Où est passée ma belle-sœur?

"C'est fou, Dalia n'est pas encore rentrée" résonne dans ma tête. Il était 5 h du matin, et je devais aller aux toilettes. Mais je ne me suis pas souciée très longtemps de son absence. "Elle doit encore être de sortie", pensais-je, et je suis retournée me coucher. Mais lorsque le lendemain midi, ma belle-sœur ne s'était toujours pas présentée à son travail, mon homme et moi avons commencé à nous inquiéter. Dalia habitait chez nous depuis quelques semaines, depuis qu'elle avait rompu avec son copain. Evidemment, elle était la bienvenue à la maison! Loris, mon amoureux, et Dalia étaient comme les deux doigts de la main et je m'entendais très bien avec elle. La veille de sa disparition, je lui avais encore montré fièrement les nouveaux petits vêtements de bébé que j'avais achetés. Elle était si heureuse pour nous, toute impatiente d'être tantine. Parfois, elle écrivait même des Post-it disant qu'elle avait hâte, et combien les accessoires pour bébé que je venais je venais d'acheter étaient mignons.

 

Les premières heures

La première chose que nous avons faite est d'appeler ses amis et ses collègues. Mais personne n'avait eu de nouvelles de Dalia, pas plus que le reste de la famille. Quand on l'appelait, on tombait directement sur sa messagerie, alors que le matin même, il sonnait encore. Nous avons décidé de signaler sa disparition. Pourtant, Loris et moi, on continuait espérer que tout allait s'arranger. Qu'il y avait une raison au fait que Dalia ne réagissait pas et qu'elle ne répondait pas à son téléphone. Nous ne comprenions pas ce qui se passait. C'était tellement irréel. Dalia, disparue? Comment était-ce possible? Dalia n'est pas revenue. Les heures se sont transformées en jours et les jours en semaines. Tout le monde se posait des questions: nous, ses amis, son ex copain, ses collègues, la famille, mais aussi les voisins du restaurant où elle travaillait, et où elle avait été vue pour la dernière fois.

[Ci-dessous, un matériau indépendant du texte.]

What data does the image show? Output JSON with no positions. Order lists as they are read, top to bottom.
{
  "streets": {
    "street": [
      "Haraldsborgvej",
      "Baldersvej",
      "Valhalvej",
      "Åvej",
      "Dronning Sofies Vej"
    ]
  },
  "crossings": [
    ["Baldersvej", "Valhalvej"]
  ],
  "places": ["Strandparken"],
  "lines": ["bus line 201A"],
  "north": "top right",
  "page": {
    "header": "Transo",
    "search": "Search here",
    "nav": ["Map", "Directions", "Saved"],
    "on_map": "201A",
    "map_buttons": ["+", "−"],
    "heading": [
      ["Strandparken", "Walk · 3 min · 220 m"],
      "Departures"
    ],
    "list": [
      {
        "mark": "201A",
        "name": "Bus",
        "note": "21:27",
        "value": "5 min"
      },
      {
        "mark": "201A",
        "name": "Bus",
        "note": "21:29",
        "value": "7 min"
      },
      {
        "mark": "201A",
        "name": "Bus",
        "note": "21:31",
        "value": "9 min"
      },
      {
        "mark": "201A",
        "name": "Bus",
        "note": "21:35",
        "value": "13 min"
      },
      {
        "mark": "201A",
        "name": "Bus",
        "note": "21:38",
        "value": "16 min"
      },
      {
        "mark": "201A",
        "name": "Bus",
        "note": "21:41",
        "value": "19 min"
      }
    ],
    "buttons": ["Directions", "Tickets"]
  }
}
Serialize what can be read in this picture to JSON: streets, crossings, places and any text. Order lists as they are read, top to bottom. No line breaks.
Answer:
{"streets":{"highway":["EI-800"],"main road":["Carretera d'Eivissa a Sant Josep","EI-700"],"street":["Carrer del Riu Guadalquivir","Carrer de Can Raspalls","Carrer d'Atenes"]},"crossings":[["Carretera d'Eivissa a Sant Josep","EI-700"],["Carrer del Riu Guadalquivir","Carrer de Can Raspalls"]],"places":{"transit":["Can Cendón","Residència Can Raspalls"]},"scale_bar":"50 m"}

Peu à peu, les premières nouvelles alarmantes nous sont parvenues. Les voisins avaient entendu crier pendant la nuit, et on pouvait voir sur des images un homme jeter son GSM dans l'eau. Son sac n'a jamais été retrouvé.

 

Échouer dans son rôle de grand frère

Un mois plus tard, j'étais à la maison en train de surfer sur mon smartphone. J'étais malade et Loris était au lit, en train de récupérer d'un gros shift. J'ai lu qu'un corps avait été retrouvé dans l'eau, à un kilomètre de l'endroit où Dalia travaillait. C'était elle, j'en étais sûre. J'ai tout de suite réveillé Loris, qui a vu que la police avait en effet essayé de l'appeler plusieurs fois. Ils ont confirmé que Dalia était morte. Noyée. Mais sa mort restait suspecte. Les cris dans la nuit, le sac qui n'avait pas été retrouvé et le GSM qui avait été jeté sur le bord par un inconnu: selon la police, autant d'indices indiquant qu'elle n'avait pas délibérément choisi de mourir. Tous nos espoirs de la retrouver venaient de s'effondrer. La mort de Dalia était difficile à accepter, surtout pour Loris. Il avait le sentiment de ne pas avoir assumé son rôle de grand frère. Il pensait qu'il aurait dû la protéger. Même s'il savait qu'il n'aurait rien pu faire, la culpabilité qui le rongeait était énorme. J'ai essayé d'être là pour lui, car je voyais qu'il avait beaucoup de mal.

 

Un beau mariage malgré tout

Loris a démissionné de son travail et est resté à la maison pendant un petit temps. Il avait besoin de temps pour récupérer. Mais malgré toute la tristesse, notre vie devait continuer. Nous ne pouvions pas faire autrement: quelques mois plus tard, nous allions avoir une petite fille et notre date de mariage était fixée depuis déjà un an.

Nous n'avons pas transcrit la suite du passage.